_WHAT NEEDS TO BE DONE_
Work through the data line by line, gathering every line that has the word "bottom".

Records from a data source
────────────────────

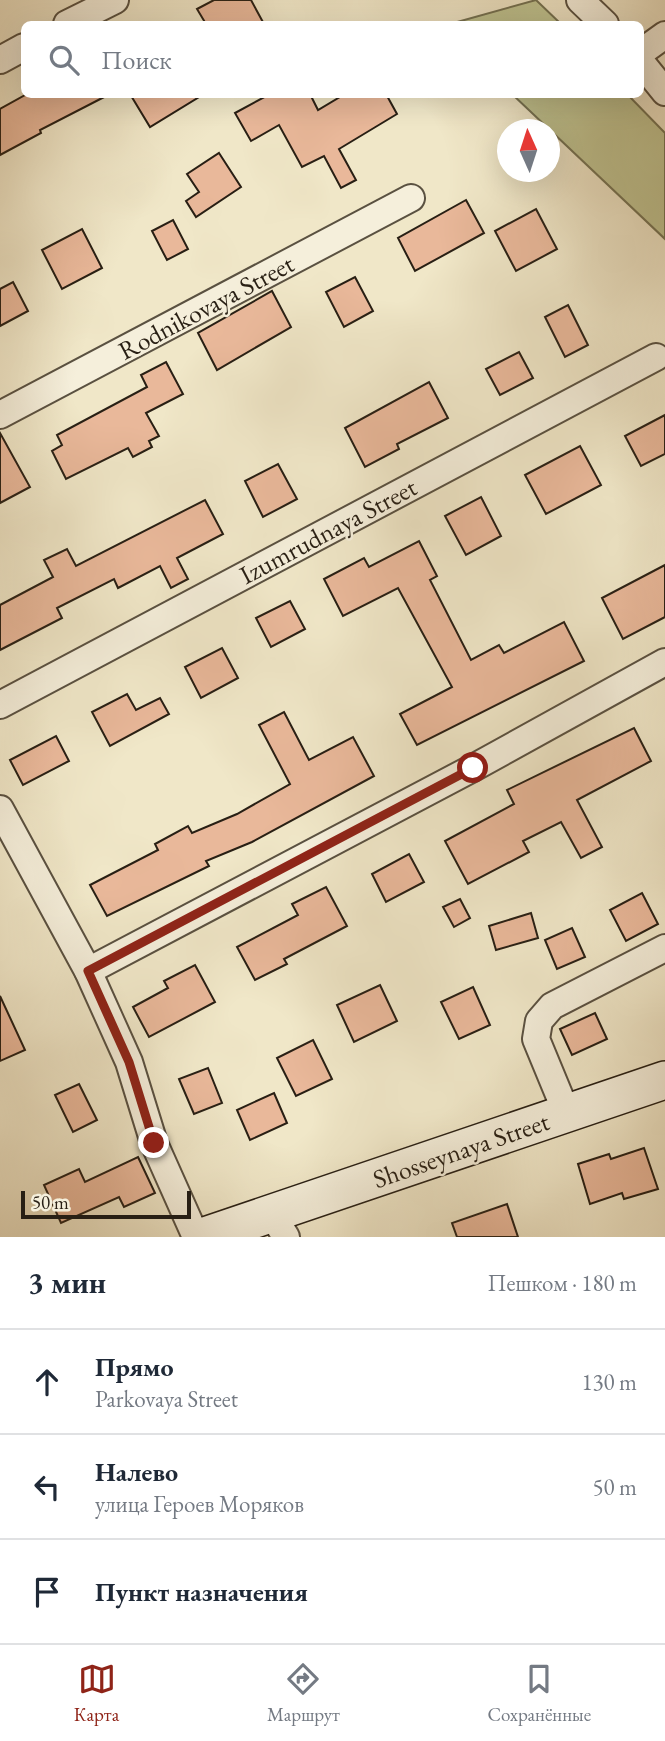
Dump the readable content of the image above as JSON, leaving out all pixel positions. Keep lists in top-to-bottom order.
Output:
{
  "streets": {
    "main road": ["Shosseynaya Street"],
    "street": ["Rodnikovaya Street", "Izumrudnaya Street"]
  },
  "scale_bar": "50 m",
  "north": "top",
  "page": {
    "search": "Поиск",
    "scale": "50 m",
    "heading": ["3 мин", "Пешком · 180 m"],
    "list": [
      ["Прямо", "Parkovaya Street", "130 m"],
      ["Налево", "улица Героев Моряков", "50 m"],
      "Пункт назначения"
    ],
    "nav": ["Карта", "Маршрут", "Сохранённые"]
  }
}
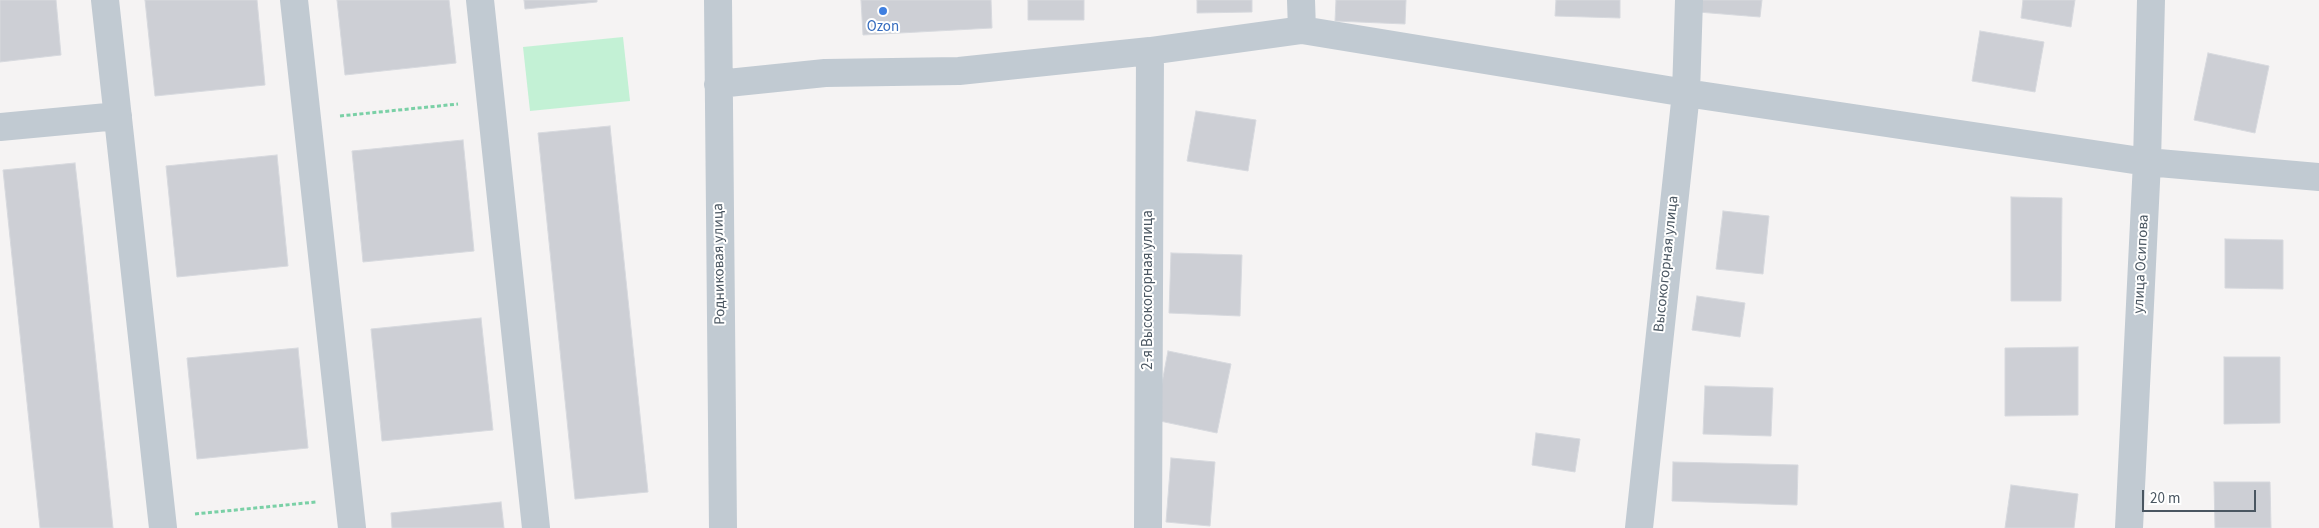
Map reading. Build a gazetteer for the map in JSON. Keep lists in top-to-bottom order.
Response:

────────────────────

_ANSWER TO THE PROBLEM_
Dump the readable content of the image above as JSON, leaving out all pixel positions. Keep lists in top-to-bottom order.
Map reading. Build a gazetteer for the map in JSON. Keep lists in top-to-bottom order.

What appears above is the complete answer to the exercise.